Dataset items –
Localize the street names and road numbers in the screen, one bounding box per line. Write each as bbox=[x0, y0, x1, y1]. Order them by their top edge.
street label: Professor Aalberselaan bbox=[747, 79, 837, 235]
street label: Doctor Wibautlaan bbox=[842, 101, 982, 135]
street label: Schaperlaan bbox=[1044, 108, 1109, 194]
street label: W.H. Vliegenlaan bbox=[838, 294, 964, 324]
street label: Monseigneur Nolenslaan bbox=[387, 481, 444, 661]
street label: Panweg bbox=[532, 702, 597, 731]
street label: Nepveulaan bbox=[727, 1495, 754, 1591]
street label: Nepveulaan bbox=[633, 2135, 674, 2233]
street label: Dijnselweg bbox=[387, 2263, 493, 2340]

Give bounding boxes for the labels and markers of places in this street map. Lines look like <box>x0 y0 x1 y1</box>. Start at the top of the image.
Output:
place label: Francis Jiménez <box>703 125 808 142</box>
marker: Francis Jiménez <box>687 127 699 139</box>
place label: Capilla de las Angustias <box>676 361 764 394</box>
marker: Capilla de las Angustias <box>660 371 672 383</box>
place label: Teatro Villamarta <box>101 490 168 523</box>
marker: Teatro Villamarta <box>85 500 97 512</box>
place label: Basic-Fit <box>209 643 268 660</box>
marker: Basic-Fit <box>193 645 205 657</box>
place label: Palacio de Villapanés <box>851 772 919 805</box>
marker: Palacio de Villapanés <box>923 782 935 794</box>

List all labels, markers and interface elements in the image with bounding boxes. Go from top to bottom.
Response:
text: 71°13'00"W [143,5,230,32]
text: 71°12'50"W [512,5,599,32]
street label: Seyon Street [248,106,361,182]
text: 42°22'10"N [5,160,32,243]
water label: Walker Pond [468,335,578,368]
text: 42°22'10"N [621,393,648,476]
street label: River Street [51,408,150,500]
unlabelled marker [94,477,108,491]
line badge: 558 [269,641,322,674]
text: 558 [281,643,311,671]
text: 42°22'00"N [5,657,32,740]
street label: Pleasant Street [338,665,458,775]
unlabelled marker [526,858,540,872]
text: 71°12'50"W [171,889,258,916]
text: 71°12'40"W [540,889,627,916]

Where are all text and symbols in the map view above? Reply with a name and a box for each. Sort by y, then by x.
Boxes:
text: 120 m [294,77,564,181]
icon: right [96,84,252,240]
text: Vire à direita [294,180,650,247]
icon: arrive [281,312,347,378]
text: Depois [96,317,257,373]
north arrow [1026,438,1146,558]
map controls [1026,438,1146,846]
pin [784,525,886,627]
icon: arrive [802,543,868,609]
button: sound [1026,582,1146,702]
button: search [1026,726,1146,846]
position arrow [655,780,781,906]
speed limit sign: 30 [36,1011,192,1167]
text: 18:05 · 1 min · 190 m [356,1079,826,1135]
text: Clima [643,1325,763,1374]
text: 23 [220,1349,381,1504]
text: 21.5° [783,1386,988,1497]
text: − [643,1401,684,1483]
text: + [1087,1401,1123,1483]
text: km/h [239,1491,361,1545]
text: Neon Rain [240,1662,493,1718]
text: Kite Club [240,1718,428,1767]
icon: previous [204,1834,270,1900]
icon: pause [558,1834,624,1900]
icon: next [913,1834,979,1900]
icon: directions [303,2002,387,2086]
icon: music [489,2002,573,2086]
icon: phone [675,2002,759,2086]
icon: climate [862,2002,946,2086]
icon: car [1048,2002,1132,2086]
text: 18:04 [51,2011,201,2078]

WHAT YOU ARE ASKED TO DO – Set down each entry from above once more, exactly as written.

RESPONSE TO THIS TASK –
Localize the street names and road numbers in the screen, one bounding box per line. Write each as bbox=[x0, y0, x1, y1]. Order them by their top edge.
street label: Professor Aalberselaan bbox=[747, 79, 837, 235]
street label: Doctor Wibautlaan bbox=[842, 101, 982, 135]
street label: Schaperlaan bbox=[1044, 108, 1109, 194]
street label: W.H. Vliegenlaan bbox=[838, 294, 964, 324]
street label: Monseigneur Nolenslaan bbox=[387, 481, 444, 661]
street label: Panweg bbox=[532, 702, 597, 731]
street label: Nepveulaan bbox=[727, 1495, 754, 1591]
street label: Nepveulaan bbox=[633, 2135, 674, 2233]
street label: Dijnselweg bbox=[387, 2263, 493, 2340]

Give bounding boxes for the labels and markers of places in this street map. Lines look like <box>x0 y0 x1 y1</box>. Start at the top of the image.
Output:
place label: Francis Jiménez <box>703 125 808 142</box>
marker: Francis Jiménez <box>687 127 699 139</box>
place label: Capilla de las Angustias <box>676 361 764 394</box>
marker: Capilla de las Angustias <box>660 371 672 383</box>
place label: Teatro Villamarta <box>101 490 168 523</box>
marker: Teatro Villamarta <box>85 500 97 512</box>
place label: Basic-Fit <box>209 643 268 660</box>
marker: Basic-Fit <box>193 645 205 657</box>
place label: Palacio de Villapanés <box>851 772 919 805</box>
marker: Palacio de Villapanés <box>923 782 935 794</box>

List all labels, markers and interface elements in the image with bounding boxes. Go from top to bottom.
Response:
text: 71°13'00"W [143,5,230,32]
text: 71°12'50"W [512,5,599,32]
street label: Seyon Street [248,106,361,182]
text: 42°22'10"N [5,160,32,243]
water label: Walker Pond [468,335,578,368]
text: 42°22'10"N [621,393,648,476]
street label: River Street [51,408,150,500]
unlabelled marker [94,477,108,491]
line badge: 558 [269,641,322,674]
text: 558 [281,643,311,671]
text: 42°22'00"N [5,657,32,740]
street label: Pleasant Street [338,665,458,775]
unlabelled marker [526,858,540,872]
text: 71°12'50"W [171,889,258,916]
text: 71°12'40"W [540,889,627,916]

Where are all text and symbols in the map view above? Reply with a name and a box for each. Sort by y, then by x.
Boxes:
text: 120 m [294,77,564,181]
icon: right [96,84,252,240]
text: Vire à direita [294,180,650,247]
icon: arrive [281,312,347,378]
text: Depois [96,317,257,373]
north arrow [1026,438,1146,558]
map controls [1026,438,1146,846]
pin [784,525,886,627]
icon: arrive [802,543,868,609]
button: sound [1026,582,1146,702]
button: search [1026,726,1146,846]
position arrow [655,780,781,906]
speed limit sign: 30 [36,1011,192,1167]
text: 18:05 · 1 min · 190 m [356,1079,826,1135]
text: Clima [643,1325,763,1374]
text: 23 [220,1349,381,1504]
text: 21.5° [783,1386,988,1497]
text: − [643,1401,684,1483]
text: + [1087,1401,1123,1483]
text: km/h [239,1491,361,1545]
text: Neon Rain [240,1662,493,1718]
text: Kite Club [240,1718,428,1767]
icon: previous [204,1834,270,1900]
icon: pause [558,1834,624,1900]
icon: next [913,1834,979,1900]
icon: directions [303,2002,387,2086]
icon: music [489,2002,573,2086]
icon: phone [675,2002,759,2086]
icon: climate [862,2002,946,2086]
icon: car [1048,2002,1132,2086]
text: 18:04 [51,2011,201,2078]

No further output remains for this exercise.